Più volte hai dichiarato di leggere Philip Dick e alla fantascienza ti sei avvicinato anche con la tua “Trilogia della torre”, secondo te, qual è la differenza fra realtà e verità? E, nelle tue storie,  che ruolo giocano fantasia e vero-simile?

Dick metteva tutto in dubbio. Chi siamo noi? Siamo quello che sembra che siamo? Il mondo reale è davvero quello che vediamo coi nostri sensi limitati? Tu sei una persona che vive a Taranto e io a Meda o siamo la proiezione mentale di una creatura che vive su Orione? Io sono quello che paga il mutuo? Cosa significa mutuo? I sogni notturni sono cazzate perché sto dormendo oppure sono la realtà e quando credo di essere sveglio in realtà sto dormendo e sognando? Sono uno che scrive oppure ho in memoria di quando scrivevo romanzi? Falsi ricordi? Ricordi veri? Siamo sulla terra oppure siamo solo un album di ricordi tridimensionali di un pianeta che una volta esisteva? Noi vediamo le stelle che però sono morte, giusto? E allora?

Dal tuo primo romanzo sono passati 21 anni e 16 altri libri, a distanza di tempo li hai riletti, i  loro fantasmi ti vengono ancora a cercare a casa?

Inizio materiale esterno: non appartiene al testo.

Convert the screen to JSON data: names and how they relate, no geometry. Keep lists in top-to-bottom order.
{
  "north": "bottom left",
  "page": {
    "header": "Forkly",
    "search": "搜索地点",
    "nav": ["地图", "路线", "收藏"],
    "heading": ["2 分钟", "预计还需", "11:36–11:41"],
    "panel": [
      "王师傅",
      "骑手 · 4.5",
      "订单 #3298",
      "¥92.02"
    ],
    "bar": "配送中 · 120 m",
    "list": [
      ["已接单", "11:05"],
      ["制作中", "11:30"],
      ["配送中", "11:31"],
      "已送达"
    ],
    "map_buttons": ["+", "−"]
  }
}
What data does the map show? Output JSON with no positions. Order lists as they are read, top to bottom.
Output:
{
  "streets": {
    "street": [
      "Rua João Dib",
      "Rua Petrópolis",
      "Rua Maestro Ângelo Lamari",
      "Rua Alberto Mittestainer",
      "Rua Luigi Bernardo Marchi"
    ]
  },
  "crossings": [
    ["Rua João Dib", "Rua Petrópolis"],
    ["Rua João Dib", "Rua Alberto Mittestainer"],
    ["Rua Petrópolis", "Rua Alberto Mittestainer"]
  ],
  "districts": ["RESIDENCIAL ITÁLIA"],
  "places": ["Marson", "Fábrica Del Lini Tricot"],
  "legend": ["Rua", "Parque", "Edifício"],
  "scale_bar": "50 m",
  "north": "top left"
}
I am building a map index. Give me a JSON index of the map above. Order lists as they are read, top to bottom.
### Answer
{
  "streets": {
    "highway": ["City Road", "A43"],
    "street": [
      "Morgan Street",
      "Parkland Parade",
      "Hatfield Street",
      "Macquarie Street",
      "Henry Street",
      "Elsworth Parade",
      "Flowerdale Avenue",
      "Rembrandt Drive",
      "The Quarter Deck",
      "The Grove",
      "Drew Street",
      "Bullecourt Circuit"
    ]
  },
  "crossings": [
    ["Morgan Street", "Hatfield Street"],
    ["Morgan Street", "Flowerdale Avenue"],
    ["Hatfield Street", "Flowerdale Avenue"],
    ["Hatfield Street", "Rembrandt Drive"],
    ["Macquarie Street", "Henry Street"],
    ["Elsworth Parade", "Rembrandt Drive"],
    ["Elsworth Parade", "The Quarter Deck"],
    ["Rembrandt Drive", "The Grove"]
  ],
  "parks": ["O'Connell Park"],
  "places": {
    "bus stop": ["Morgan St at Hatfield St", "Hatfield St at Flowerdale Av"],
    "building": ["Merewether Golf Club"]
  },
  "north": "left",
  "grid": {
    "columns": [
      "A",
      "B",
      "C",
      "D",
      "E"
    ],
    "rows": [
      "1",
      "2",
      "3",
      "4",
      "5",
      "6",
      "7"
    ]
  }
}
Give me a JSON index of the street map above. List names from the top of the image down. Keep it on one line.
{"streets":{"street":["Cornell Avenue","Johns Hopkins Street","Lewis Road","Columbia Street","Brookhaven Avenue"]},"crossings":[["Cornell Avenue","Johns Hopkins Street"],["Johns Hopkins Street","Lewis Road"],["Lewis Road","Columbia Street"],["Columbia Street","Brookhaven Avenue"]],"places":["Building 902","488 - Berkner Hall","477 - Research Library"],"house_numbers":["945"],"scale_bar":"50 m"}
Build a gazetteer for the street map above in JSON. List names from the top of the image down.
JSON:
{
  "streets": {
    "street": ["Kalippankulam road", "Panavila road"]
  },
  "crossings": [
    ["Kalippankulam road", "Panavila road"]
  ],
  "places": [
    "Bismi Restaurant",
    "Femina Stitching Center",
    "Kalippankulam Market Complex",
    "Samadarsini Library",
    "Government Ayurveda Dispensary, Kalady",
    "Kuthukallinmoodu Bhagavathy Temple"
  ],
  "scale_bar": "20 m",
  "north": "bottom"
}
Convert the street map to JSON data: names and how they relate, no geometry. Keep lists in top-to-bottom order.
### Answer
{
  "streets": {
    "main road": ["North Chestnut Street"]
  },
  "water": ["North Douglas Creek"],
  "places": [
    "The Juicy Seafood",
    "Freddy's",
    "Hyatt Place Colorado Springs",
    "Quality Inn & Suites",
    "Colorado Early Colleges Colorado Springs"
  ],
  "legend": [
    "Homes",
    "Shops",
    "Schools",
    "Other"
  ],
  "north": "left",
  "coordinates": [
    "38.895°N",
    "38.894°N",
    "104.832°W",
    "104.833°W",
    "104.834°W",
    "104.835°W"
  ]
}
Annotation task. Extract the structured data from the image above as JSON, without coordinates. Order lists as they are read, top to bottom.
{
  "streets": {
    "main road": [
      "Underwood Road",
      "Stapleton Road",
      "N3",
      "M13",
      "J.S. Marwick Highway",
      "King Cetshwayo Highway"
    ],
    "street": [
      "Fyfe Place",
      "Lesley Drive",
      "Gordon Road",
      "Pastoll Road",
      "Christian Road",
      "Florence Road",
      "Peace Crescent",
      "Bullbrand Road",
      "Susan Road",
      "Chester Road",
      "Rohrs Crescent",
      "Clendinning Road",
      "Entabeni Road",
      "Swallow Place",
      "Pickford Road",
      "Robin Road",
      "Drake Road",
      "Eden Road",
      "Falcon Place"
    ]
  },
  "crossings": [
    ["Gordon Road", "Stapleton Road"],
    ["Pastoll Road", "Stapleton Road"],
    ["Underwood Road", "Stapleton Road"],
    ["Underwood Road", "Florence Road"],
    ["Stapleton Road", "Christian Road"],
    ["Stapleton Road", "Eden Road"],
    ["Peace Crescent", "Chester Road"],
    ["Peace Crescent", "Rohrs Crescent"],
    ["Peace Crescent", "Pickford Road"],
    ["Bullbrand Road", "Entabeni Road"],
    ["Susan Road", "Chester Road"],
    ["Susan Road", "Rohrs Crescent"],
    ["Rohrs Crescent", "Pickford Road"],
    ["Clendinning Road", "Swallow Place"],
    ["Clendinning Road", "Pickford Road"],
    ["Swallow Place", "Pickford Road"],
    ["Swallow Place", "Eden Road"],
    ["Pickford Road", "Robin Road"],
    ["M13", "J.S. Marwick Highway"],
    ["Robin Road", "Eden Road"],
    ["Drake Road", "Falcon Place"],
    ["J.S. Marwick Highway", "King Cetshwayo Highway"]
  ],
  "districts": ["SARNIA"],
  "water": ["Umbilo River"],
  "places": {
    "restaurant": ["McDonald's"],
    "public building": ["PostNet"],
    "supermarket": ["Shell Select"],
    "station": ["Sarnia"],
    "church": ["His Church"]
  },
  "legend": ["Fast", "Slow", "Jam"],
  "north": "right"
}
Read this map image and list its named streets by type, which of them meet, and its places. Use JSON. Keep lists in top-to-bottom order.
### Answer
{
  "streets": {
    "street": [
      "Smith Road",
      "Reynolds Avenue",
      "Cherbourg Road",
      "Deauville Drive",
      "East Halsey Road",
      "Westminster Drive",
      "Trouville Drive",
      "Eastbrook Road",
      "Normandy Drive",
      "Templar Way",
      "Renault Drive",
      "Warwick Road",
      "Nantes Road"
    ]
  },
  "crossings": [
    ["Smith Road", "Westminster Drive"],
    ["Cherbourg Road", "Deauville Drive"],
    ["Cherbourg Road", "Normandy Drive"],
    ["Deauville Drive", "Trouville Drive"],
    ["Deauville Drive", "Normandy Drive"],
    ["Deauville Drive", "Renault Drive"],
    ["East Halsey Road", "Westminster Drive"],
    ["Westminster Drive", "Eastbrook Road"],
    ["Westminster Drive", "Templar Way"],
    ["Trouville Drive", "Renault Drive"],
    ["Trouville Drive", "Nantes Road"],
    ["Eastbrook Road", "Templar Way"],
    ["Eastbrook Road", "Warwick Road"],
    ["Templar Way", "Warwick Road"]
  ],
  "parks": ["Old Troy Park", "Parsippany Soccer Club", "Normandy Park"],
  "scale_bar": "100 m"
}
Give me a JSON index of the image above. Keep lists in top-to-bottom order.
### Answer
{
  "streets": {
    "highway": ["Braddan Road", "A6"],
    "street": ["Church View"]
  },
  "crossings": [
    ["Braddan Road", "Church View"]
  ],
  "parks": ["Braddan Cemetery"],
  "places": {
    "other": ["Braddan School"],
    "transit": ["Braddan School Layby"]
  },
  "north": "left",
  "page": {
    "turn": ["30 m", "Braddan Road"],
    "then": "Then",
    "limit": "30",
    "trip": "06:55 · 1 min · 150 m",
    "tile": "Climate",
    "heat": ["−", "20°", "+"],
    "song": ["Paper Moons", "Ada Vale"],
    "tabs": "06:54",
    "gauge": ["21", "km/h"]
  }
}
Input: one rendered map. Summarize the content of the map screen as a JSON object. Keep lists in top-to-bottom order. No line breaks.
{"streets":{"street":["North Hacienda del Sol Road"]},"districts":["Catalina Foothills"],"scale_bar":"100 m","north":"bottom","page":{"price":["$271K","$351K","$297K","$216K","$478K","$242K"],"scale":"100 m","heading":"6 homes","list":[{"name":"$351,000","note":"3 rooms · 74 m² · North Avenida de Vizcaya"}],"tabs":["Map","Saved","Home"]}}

No, non li rileggo mai tranne il cadetto perché ho dovuto, voluto riscriverlo. Non ha senso. Non li troverei interessanti bensì pieni di errori e ingenuità. Mai rileggere le proprie cose, almeno per me è così. I fantasmi sì, quelli rimangono e, anzi, ai vecchi si sono sommati i nuovi e quelli nuovi sono terribili, mostri a tre teste, maligni, dissoluti, inquietanti e non so nemmeno se val la pena raccontarli. Troppo intimi.